1. Des relations normalisées avec les Etats de la région L’Arabie a longtemps eu des différends frontaliers avec la quasi-totalité de ses voisins. Ces relations sont désormais apaisées, les frontières avec le Qatar, le Koweït et le Yémen ayant fait l’objet d’accords bilatéraux. 

Les relations du Royaume avec l’Iran sont fortes ; les deux Etats sont liés depuis 2001 par un traité de sécurité et un accord commercial. Le développement des relations a d’ailleurs largement contribué à l’apaisement et à l’amélioration du sort de la communauté chiite. 

Aujourd’hui c’est davantage la situation chaotique de l’Iraq, avec lequel l’Arabie partage plus de 800 kilomètres de frontière, qui constitue un véritable souci de sécurité. 

2. Les difficultés de l’intégration régionale 

Créé en 1981, le Conseil de coopération des Etats arabes du Golfe8(*) (CCEAG) constitue une union douanière depuis le 1er janvier 2003 mais prépare l’union monétaire dans un contexte difficile. Les craintes partagées à l’égard de l’Iran et de l’Iraq, qui fondaient la cohésion originelle du Conseil, ont disparu sans laisser place à d’autres facteurs fédérateurs. 

Sur le plan politique, l’intégration régionale a souffert du déséquilibre entre le poids prépondérant d’un grand pays -l’Arabie-, par rapport à ses voisins et de différends frontaliers entre les Etats de la péninsule. Ces différends sont désormais réglés mais d’importantes différences d’appréciation subsistent, notamment avec le Qatar qui a fait le choix d’une normalisation progressive de ses relations avec l’Etat d’Israël. 

De tous les Etats du CCEAG, l’Arabie saoudite est le seul à ne pas être membre de l’OMC. Les échanges intra-régionaux restent faibles en raison de la complémentarité réduite des économies du Golfe. 

Les Etats du Golfe développent leurs relations commerciales bilatérales avec les Etats-Unis, à l’instar de Bahreïn, déjà signataire d’un accord de libre échange, du Koweït et des Emirats arabes unis qui ont engagé des négociations. 

Un accord de libre-échange est en cours de négociations 1991 entre le CCEAG et l’Union européenne, que la signature d’accords bilatéraux avec les Etats Unis pourrait remettre en cause. Les membres du Maglis Al shura craignent que ces accords bilatéraux ne conduisent à la disparition du CCEAG et au délitement de la solidarité économique des Etats de la péninsule. 

Le projet de réforme de la Ligue arabe proposé en 2004 à Tunis par l’Arabie pour reprendre l’initiative face aux propositions américaines de Grand Moyen-Orient, n’a pas connu de suite. 
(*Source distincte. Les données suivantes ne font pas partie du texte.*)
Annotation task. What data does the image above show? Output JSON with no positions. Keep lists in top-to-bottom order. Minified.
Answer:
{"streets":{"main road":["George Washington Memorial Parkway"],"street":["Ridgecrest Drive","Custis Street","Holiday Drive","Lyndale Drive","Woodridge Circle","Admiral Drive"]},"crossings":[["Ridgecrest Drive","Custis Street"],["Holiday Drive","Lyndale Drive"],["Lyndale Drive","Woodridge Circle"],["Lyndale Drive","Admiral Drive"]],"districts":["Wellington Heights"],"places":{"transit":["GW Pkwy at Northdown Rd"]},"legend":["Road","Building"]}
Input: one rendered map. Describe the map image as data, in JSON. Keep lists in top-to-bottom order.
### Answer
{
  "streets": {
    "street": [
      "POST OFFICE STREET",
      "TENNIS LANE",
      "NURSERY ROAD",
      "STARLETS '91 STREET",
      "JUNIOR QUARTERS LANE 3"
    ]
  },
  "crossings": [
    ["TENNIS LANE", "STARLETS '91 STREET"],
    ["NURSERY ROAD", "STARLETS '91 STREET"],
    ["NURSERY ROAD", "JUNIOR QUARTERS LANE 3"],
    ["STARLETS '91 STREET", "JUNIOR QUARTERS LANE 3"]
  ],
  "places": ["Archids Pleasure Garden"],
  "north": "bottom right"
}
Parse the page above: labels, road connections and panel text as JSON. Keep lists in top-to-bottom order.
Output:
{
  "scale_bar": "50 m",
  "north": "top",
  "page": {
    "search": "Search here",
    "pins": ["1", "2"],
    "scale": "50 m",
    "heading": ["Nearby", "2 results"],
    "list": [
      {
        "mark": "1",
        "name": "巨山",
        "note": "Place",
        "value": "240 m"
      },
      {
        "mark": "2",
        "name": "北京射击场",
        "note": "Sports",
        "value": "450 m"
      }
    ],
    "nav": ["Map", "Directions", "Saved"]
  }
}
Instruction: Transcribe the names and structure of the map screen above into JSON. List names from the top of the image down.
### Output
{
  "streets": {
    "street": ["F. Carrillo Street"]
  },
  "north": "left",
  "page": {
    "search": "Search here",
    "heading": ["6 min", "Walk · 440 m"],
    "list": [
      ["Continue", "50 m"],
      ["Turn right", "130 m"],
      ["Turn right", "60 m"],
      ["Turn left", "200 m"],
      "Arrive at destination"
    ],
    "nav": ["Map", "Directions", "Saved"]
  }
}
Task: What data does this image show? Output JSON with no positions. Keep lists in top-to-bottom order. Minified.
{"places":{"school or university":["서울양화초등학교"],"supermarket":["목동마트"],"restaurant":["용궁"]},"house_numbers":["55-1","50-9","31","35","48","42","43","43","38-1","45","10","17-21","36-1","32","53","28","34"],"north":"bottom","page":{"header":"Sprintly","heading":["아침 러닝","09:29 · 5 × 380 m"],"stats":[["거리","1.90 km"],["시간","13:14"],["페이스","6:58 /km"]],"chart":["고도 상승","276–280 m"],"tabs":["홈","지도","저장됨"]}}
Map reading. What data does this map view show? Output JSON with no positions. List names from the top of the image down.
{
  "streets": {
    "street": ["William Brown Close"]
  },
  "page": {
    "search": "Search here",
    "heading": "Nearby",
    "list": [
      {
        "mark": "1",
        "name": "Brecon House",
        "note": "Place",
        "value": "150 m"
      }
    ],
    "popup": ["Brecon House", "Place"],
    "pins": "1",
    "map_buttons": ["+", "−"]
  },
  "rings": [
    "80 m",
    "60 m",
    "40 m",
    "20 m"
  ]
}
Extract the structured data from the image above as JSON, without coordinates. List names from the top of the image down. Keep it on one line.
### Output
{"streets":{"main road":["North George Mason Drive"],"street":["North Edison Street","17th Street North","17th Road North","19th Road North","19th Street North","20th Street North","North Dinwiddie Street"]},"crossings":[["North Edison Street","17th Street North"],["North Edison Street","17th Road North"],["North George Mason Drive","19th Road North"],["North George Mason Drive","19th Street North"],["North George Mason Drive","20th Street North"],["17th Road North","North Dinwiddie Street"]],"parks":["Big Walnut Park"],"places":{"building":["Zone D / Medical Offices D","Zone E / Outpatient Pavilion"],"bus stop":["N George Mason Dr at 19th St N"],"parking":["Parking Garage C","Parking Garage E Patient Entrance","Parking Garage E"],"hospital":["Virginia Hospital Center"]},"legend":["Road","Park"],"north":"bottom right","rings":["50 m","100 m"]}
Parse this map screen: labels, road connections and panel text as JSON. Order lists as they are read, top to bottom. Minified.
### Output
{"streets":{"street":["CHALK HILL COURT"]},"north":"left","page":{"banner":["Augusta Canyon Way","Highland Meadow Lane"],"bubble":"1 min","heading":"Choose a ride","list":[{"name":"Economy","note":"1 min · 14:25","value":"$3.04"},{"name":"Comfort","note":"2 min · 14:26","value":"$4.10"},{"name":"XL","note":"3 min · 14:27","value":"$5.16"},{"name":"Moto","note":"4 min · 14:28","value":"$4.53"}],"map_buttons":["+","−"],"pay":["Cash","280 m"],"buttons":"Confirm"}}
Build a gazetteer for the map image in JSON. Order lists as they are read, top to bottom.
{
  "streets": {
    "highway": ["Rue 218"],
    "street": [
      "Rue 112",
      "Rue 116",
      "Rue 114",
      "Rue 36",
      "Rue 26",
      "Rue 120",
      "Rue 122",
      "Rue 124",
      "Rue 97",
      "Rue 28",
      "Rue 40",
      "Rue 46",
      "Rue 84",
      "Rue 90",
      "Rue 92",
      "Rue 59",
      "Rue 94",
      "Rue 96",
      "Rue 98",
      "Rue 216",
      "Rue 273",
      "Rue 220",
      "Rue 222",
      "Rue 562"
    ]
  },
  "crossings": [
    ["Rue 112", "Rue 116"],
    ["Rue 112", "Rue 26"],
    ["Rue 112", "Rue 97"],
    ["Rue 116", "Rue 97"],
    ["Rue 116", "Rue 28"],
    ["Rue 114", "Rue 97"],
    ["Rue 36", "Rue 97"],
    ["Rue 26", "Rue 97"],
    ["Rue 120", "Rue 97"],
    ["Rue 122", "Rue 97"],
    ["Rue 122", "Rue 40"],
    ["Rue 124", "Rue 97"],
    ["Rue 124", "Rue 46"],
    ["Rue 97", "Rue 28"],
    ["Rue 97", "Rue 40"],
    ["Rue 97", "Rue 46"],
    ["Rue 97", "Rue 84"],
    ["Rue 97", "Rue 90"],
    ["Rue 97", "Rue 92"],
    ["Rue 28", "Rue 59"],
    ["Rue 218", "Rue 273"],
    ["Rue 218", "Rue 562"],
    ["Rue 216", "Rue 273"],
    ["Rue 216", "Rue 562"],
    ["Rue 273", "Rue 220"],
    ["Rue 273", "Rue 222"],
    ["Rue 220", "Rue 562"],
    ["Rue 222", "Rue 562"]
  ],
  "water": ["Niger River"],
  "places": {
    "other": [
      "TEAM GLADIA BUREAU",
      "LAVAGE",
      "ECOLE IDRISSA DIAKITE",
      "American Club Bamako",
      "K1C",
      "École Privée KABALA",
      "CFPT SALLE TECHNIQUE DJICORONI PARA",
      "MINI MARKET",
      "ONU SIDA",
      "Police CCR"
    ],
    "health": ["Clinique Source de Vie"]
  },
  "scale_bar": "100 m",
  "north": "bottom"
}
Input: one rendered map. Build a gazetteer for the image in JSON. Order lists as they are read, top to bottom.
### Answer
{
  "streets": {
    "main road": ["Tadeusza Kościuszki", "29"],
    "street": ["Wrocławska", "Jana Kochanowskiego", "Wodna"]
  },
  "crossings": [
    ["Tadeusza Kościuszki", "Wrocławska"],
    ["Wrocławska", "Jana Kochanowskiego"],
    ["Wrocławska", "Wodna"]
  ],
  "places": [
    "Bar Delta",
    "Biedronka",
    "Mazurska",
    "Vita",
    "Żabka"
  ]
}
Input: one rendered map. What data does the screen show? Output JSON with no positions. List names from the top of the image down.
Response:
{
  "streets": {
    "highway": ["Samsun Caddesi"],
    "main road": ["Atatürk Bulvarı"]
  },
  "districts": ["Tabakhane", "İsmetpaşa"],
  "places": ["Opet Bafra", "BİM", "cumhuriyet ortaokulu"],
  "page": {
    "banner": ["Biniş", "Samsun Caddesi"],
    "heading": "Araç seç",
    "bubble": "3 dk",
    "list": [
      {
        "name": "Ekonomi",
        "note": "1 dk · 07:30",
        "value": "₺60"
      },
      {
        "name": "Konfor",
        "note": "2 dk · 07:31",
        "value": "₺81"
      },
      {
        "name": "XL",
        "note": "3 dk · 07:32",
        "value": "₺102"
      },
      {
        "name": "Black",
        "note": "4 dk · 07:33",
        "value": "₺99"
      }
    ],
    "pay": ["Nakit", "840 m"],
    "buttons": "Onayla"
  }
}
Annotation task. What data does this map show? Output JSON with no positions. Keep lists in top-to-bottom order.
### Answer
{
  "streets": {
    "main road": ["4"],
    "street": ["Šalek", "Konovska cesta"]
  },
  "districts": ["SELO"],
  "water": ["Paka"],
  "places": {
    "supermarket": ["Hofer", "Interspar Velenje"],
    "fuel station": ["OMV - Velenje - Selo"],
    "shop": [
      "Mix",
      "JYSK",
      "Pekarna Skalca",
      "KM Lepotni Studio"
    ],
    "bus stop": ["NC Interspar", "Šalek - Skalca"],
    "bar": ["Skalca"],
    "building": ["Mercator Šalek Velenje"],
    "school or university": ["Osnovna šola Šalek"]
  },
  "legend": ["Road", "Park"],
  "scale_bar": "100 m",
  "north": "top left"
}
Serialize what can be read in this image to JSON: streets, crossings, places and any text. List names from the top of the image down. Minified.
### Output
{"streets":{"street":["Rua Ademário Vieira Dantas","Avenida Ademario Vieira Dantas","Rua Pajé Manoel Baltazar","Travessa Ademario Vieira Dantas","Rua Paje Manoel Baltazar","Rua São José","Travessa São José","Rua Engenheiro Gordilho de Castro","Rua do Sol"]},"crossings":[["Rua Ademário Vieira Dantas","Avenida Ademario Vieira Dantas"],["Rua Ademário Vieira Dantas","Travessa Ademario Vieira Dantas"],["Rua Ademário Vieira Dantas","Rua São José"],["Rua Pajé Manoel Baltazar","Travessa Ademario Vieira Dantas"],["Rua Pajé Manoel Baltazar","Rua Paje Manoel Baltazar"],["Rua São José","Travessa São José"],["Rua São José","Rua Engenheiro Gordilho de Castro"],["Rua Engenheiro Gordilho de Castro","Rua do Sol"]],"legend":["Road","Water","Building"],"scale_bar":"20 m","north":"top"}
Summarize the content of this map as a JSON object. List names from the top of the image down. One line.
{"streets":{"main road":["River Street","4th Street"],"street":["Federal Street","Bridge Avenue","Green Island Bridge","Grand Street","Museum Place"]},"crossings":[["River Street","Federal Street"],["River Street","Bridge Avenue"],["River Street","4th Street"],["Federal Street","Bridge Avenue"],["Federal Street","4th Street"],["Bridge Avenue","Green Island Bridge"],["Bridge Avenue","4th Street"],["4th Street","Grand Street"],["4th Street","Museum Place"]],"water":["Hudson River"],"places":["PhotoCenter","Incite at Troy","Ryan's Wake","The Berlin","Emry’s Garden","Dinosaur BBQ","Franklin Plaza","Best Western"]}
3. Une position convergente avec la France sur les conflits de la région Interrogés sur les questions régionales, les interlocuteurs de la délégation ont avant tout manifesté le souci prioritaire de la stabilité. Partisans d’une ligne réaliste, ils ont fait part de leur attachement à un règlement du conflit israélo-palestinien, ferment d’instabilité. 

Comme pour d’autres Etats de la région, le conflit israélo-palestinien représente aussi une question de politique intérieure pour l’Arabie saoudite. 

La seconde Intifada et la dégradation très rapide de la situation dans les territoires palestiniens qui ont suivi l’échec des négociations de Camp David à l’été 2000 ont conduit le prince héritier Abdallah à formuler des propositions, reprises par le sommet de la Ligue arabe lors du sommet de Beyrouth en mars 2002, et renouvelées lors du sommet d’Alger de mars 2005. Le plan repose sur un retrait d’Israël des territoires occupés en contrepartie d’une normalisation de ses relations avec les Etats arabes. 

La question israélo-palestinienne, instrumentalisée par les mouvements islamistes, alimente les difficultés du régime face à son opinion publique dans sa relation avec les Etats-Unis. 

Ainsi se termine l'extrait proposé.